Mitochondria are important regulators of macrophage polarisation. Here, we show that arginase-2 (Arg2) is a microRNA-155 (miR-155) and interleukin-10 (IL-10) regulated protein localized at the mitochondria in inflammatory macrophages, and is critical for IL-10-induced modulation of mitochondrial dynamics and oxidative respiration. Mechanistically, the catalytic activity and presence of Arg2 at the mitochondria is crucial for oxidative phosphorylation. We further show that Arg2 mediates this process by increasing the activity of complex II (succinate dehydrogenase). Moreover, Arg2 is essential for IL-10-mediated downregulation of the inflammatory mediators succinate, hypoxia inducible factor 1α (HIF-1α) and IL-1ß in vitro. Accordingly, HIF-1α and IL-1ß are highly expressed in an LPS-induced in vivo model of acute inflammation using Arg2-/- mice. These findings shed light on a new arm of IL-10-mediated metabolic regulation, working to resolve the inflammatory status of the cell.
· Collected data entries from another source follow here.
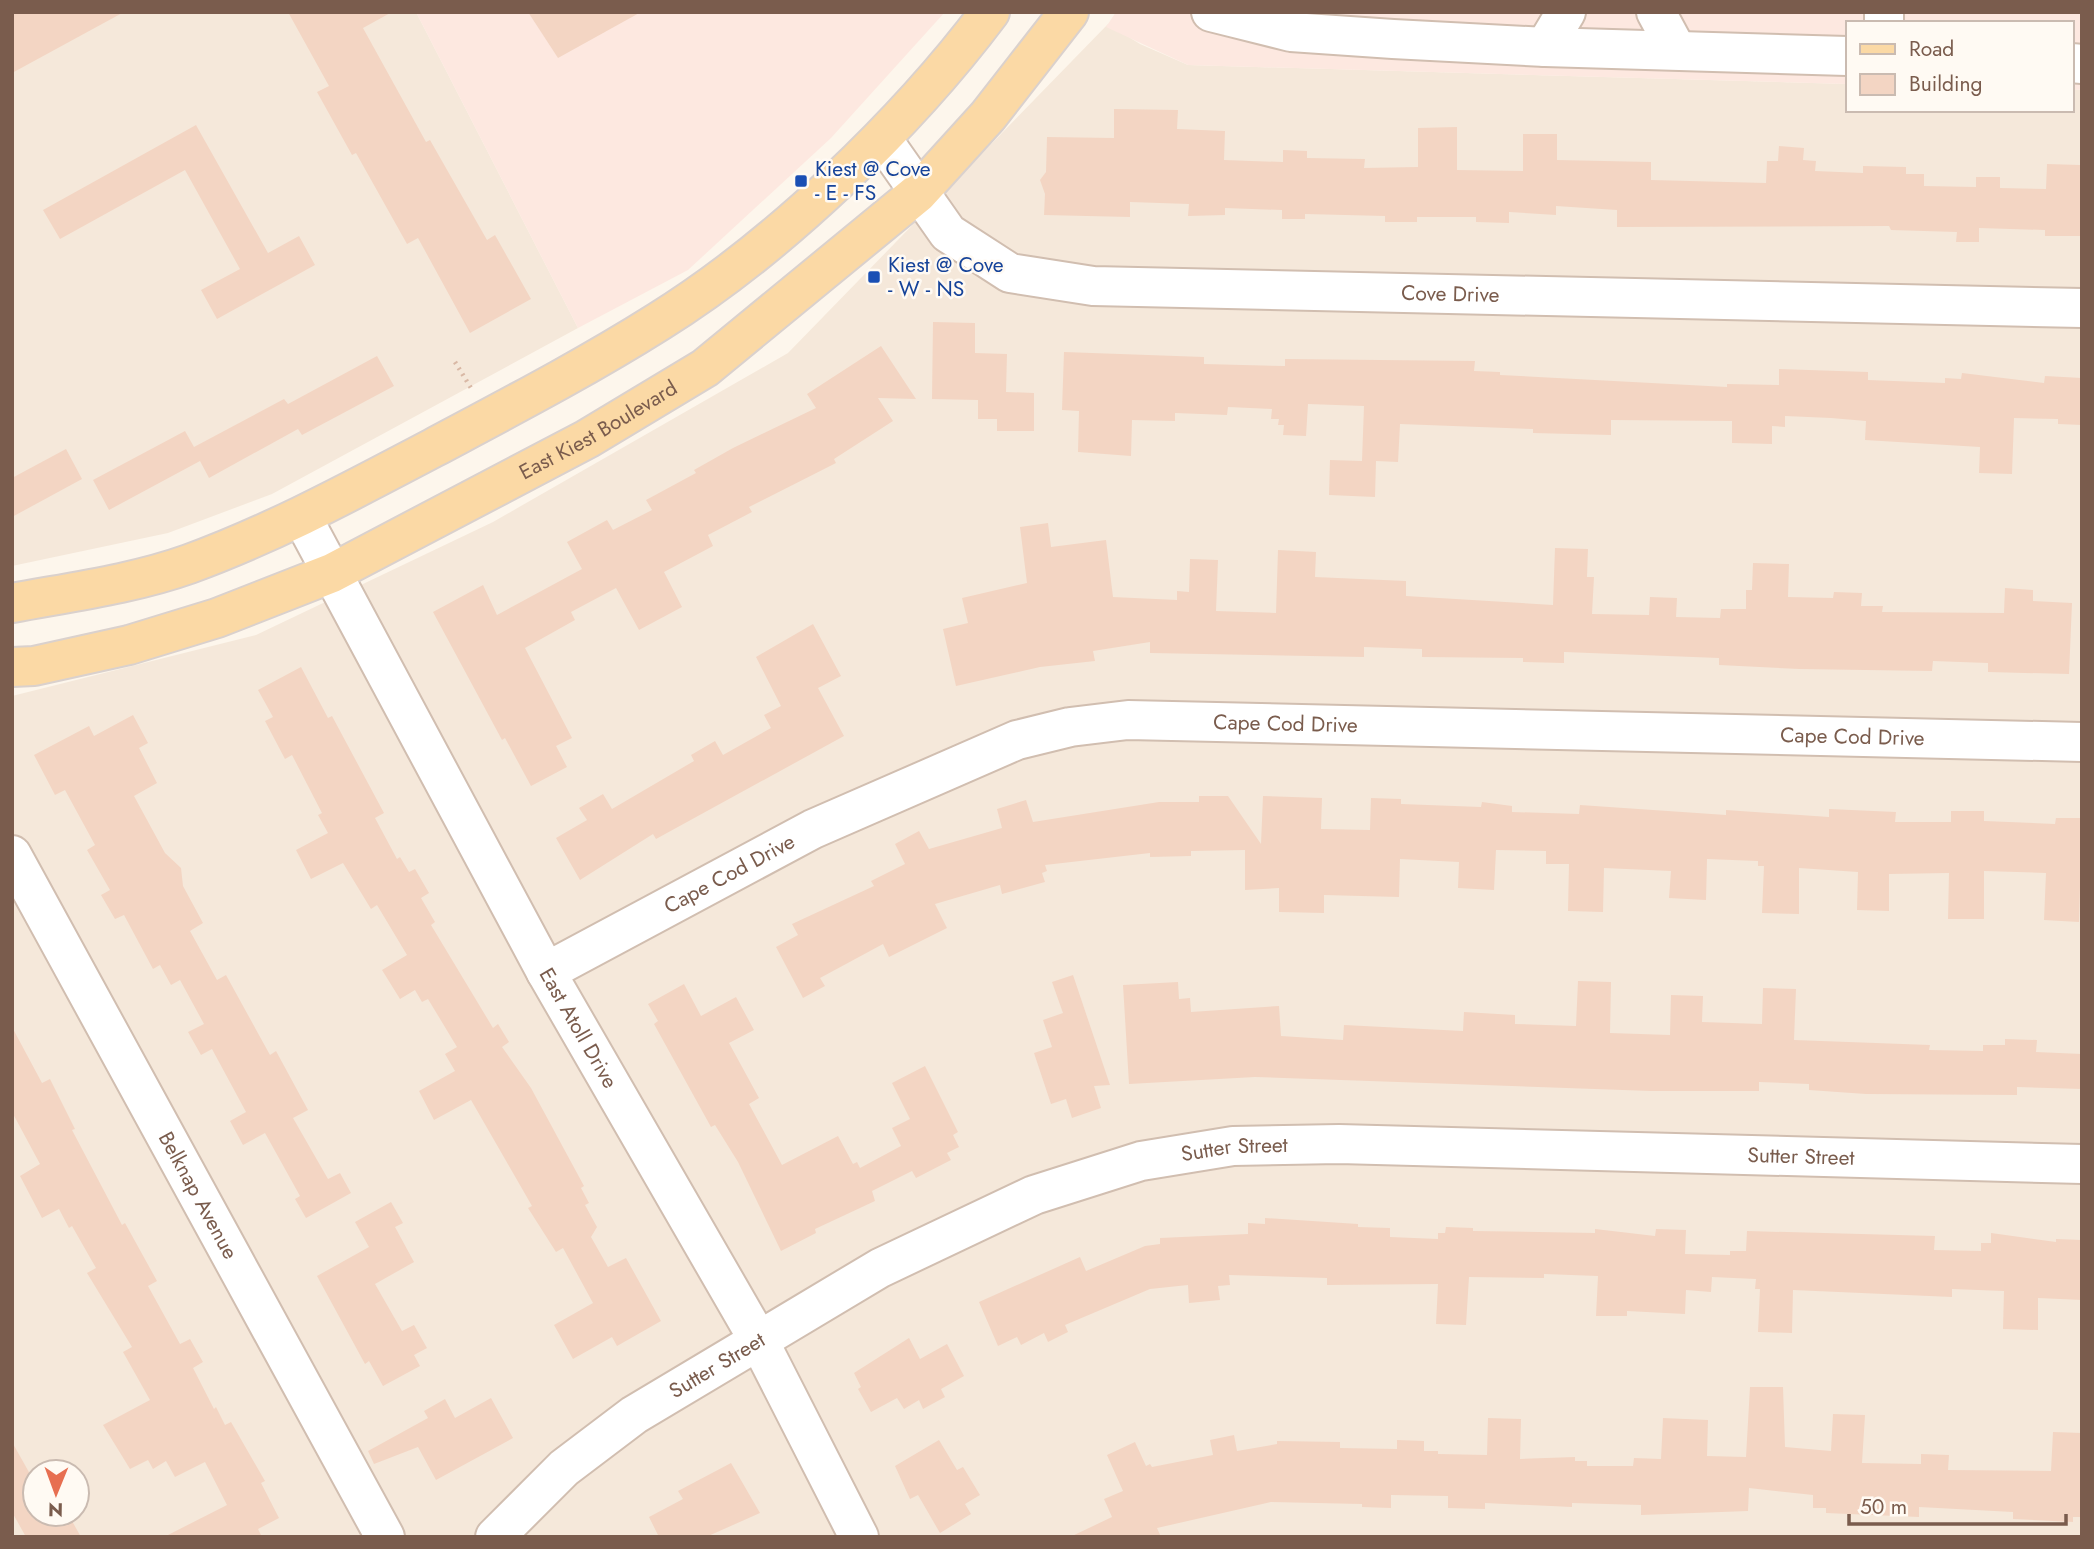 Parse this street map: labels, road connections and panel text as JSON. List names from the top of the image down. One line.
{"streets":{"main road":["East Kiest Boulevard"],"street":["Cove Drive","Cape Cod Drive","East Atoll Drive","Sutter Street","Belknap Avenue"]},"crossings":[["Cove Drive","East Kiest Boulevard"],["East Kiest Boulevard","East Atoll Drive"],["Cape Cod Drive","East Atoll Drive"],["East Atoll Drive","Sutter Street"]],"places":{"transit":["Kiest @ Cove - E - FS","Kiest @ Cove - W - NS"]},"legend":["Road","Building"],"scale_bar":"50 m","north":"bottom"} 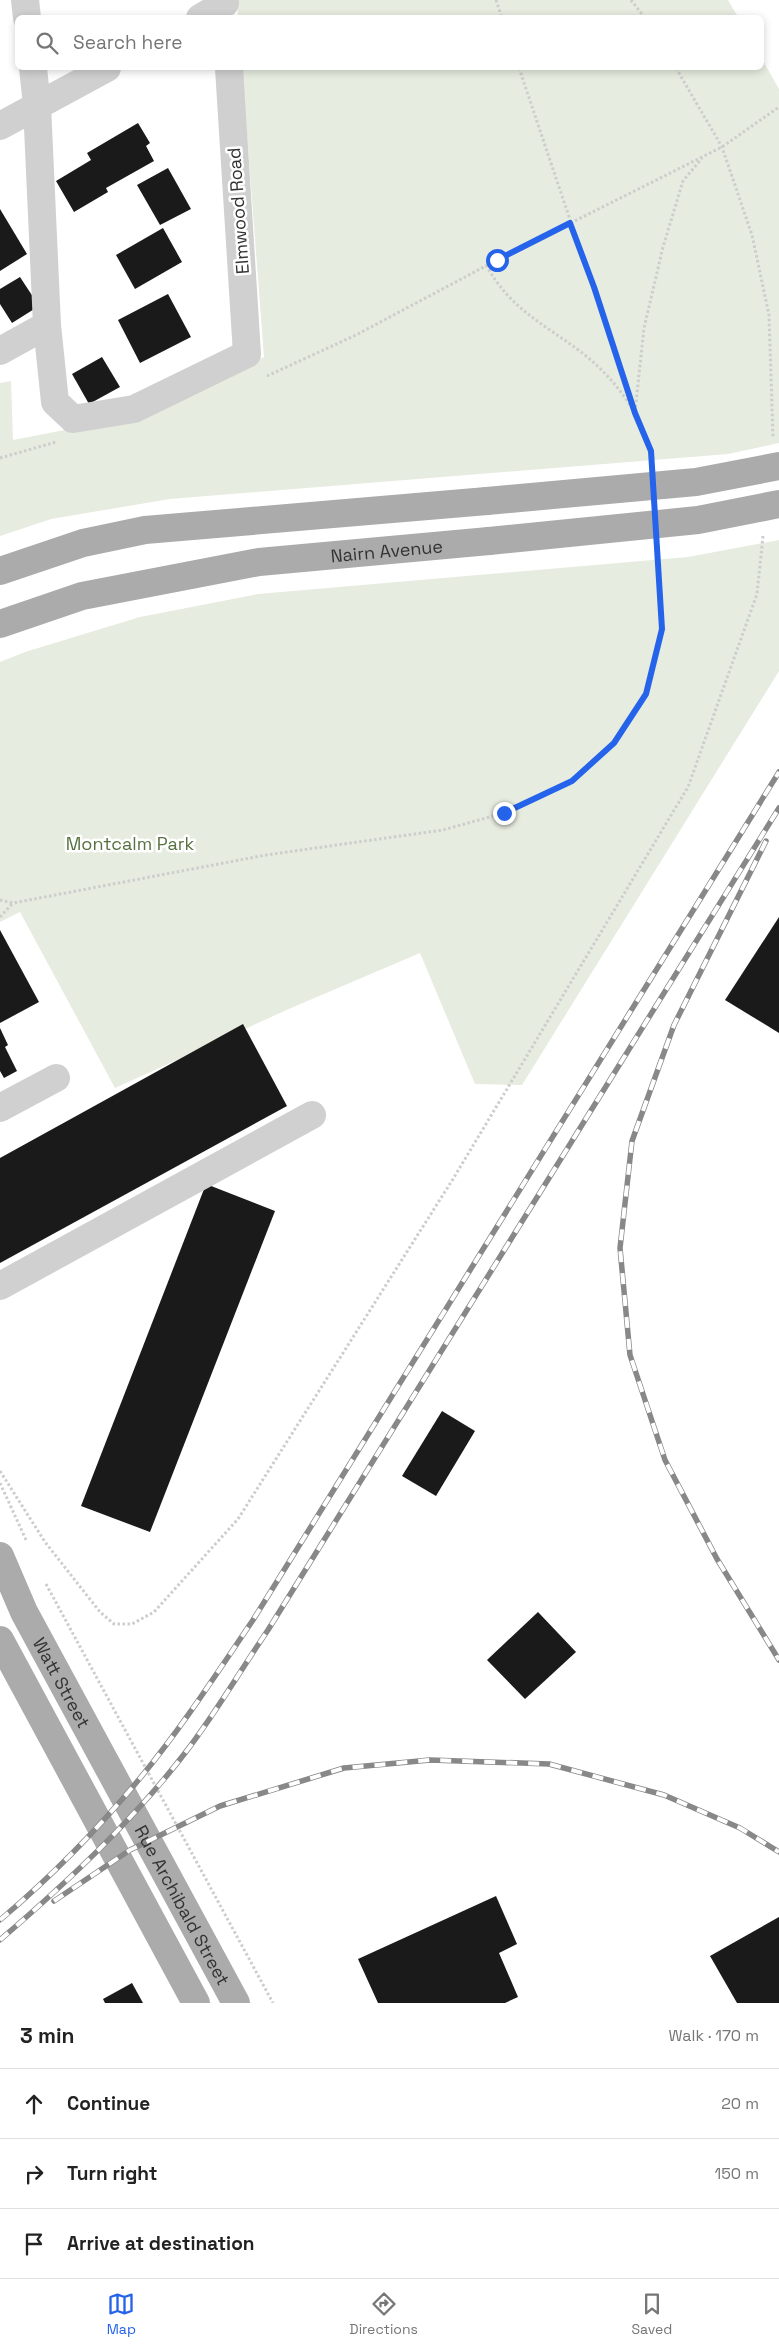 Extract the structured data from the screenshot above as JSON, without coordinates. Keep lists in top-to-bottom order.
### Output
{
  "streets": {
    "main road": ["Nairn Avenue", "Watt Street", "Rue Archibald Street"],
    "street": ["Elmwood Road"]
  },
  "crossings": [
    ["Watt Street", "Rue Archibald Street"]
  ],
  "parks": ["Montcalm Park"],
  "page": {
    "search": "Search here",
    "heading": ["3 min", "Walk · 170 m"],
    "list": [
      ["Continue", "20 m"],
      ["Turn right", "150 m"],
      "Arrive at destination"
    ],
    "nav": ["Map", "Directions", "Saved"]
  }
}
Nanomodulation of Macrophages in Multiple Sclerosis.

Multiple Sclerosis (MS) is a chronic demyelinating autoimmune disease primarily affecting young adults. Despite an unclear causal factor, symptoms and pathology arise from the infiltration of peripheral immune cells across the blood brain barrier. Accounting for the largest fraction of this infiltrate, macrophages are functionally heterogeneous innate immune cells capable of adopting either a pro or an anti-inflammatory phenotype, a phenomenon dependent upon cytokine milieu in the CNS. This functional plasticity is of key relevance in MS, where the pro-inflammatory state dominates the early stage, instructing demyelination and axonal loss while the later anti-inflammatory state holds a key role in promoting tissue repair and regeneration in later remission. This review highlights a potential therapeutic benefit of modulating macrophage polarisation to harness the anti-inflammatory and reparative state in MS. Here, we outline the role of macrophages in MS and look at the role of current FDA approved therapeutics in macrophage polarisation. Moreover, we explore the potential of particulate carriers as a novel strategy to manipulate polarisation states in macrophages, whilst examining how optimising macrophage uptake via nanoparticle size and functionalisation could offer a novel therapeutic approach for MS.